Max Krochmal is Professor of History, Director of Justice Studies, and the Czech Republic Endowed Professor in Comparative Urban Studies at the University of New Orleans. He is a member of the Local Executive Board of the United Campus Workers Southeast, CWA Local 3821, and a delegate to the Greater New Orleans AFL-CIO. Krochmal recently co-created a traveling public history exhibition, Don’t Stand Alone: Black Labor Organizing in New Orleans, and he is now launching the Economic Justice Research Lab at UNO.

Previously, Krochmal spent more than a decade teaching, researching, and organizing in Texas. His first book, Blue Texas: The Making of a Multiracial Democratic Coalition in the Civil Rights Era (University of North Carolina Press) won the OAH’s Frederick Jackson Turner Award, the NACCS Tejas Foco Non-Fiction Book Award, and other prizes. He is the co-editor of Civil Rights in Black and Brown: Histories of Resistance and Struggle in Texas (University of Texas Press), winner of the Oral History Association Book Award, and he led the collaborative effort to conduct the 530 interviews that undergird the volume. In partnership with colleagues and the Fort Worth Independent School District Krochmal, Krochmal co-authored Latinx Studies Curriculum in K-12 Schools: A Practical Guide (TCU Press). In 2023, Krochmal was admitted as an expert witness on Voting Rights in U.S. federal court in Petteway v. Galveston County.

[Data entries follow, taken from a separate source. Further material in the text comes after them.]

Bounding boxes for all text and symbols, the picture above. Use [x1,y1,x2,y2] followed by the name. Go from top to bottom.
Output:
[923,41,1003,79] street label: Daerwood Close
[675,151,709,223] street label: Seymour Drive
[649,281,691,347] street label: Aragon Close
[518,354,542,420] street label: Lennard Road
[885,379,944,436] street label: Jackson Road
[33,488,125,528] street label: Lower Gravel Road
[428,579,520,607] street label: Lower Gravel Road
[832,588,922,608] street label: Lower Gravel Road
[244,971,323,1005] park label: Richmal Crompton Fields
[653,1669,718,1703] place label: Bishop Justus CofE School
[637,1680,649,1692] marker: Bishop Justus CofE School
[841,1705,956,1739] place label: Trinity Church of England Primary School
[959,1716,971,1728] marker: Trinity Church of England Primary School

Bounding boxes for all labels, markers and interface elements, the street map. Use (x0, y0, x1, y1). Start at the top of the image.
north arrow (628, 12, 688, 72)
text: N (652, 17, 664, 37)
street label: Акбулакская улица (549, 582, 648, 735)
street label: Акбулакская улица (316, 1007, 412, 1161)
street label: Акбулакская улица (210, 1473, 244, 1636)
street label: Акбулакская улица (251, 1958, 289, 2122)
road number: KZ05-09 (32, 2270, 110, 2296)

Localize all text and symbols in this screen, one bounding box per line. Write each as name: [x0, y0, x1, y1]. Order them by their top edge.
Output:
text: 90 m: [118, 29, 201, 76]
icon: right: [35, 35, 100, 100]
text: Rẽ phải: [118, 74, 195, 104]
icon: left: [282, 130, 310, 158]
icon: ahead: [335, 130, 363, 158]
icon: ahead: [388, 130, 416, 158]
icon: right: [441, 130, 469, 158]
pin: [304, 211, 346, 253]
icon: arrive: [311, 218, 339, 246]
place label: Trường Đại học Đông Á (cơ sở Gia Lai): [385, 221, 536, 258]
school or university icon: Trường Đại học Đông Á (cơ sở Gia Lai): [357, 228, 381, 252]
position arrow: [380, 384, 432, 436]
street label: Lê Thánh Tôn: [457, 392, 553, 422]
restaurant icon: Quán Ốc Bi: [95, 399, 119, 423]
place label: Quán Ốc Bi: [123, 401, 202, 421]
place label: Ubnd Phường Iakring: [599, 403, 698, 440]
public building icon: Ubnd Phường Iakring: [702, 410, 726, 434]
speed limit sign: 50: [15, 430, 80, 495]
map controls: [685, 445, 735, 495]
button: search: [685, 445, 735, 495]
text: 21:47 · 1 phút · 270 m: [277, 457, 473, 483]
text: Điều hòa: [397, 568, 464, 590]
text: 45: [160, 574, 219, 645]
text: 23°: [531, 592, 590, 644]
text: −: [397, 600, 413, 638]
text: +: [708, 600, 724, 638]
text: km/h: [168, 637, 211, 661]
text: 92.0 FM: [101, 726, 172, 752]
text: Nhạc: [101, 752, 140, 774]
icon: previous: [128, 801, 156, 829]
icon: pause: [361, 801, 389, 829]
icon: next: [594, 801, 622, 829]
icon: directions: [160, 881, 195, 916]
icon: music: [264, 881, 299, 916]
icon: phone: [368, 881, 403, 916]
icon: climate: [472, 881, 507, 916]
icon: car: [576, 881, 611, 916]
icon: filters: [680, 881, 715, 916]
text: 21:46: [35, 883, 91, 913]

Krochmal’s scholarship has been supported by the National Endowment for the Humanities, a Fulbright-García Robles Fellowship in Mexico, the Clements Center for Southwest Studies, and, most recently, the Andrew W. Mellon Foundation. He is an OAH Distinguished Lecturer and the Past President of the Southern Labor Studies Association. Before becoming a professor, Krochmal was an organizer with the Service Employees International Union and among banana workers in Ecuador.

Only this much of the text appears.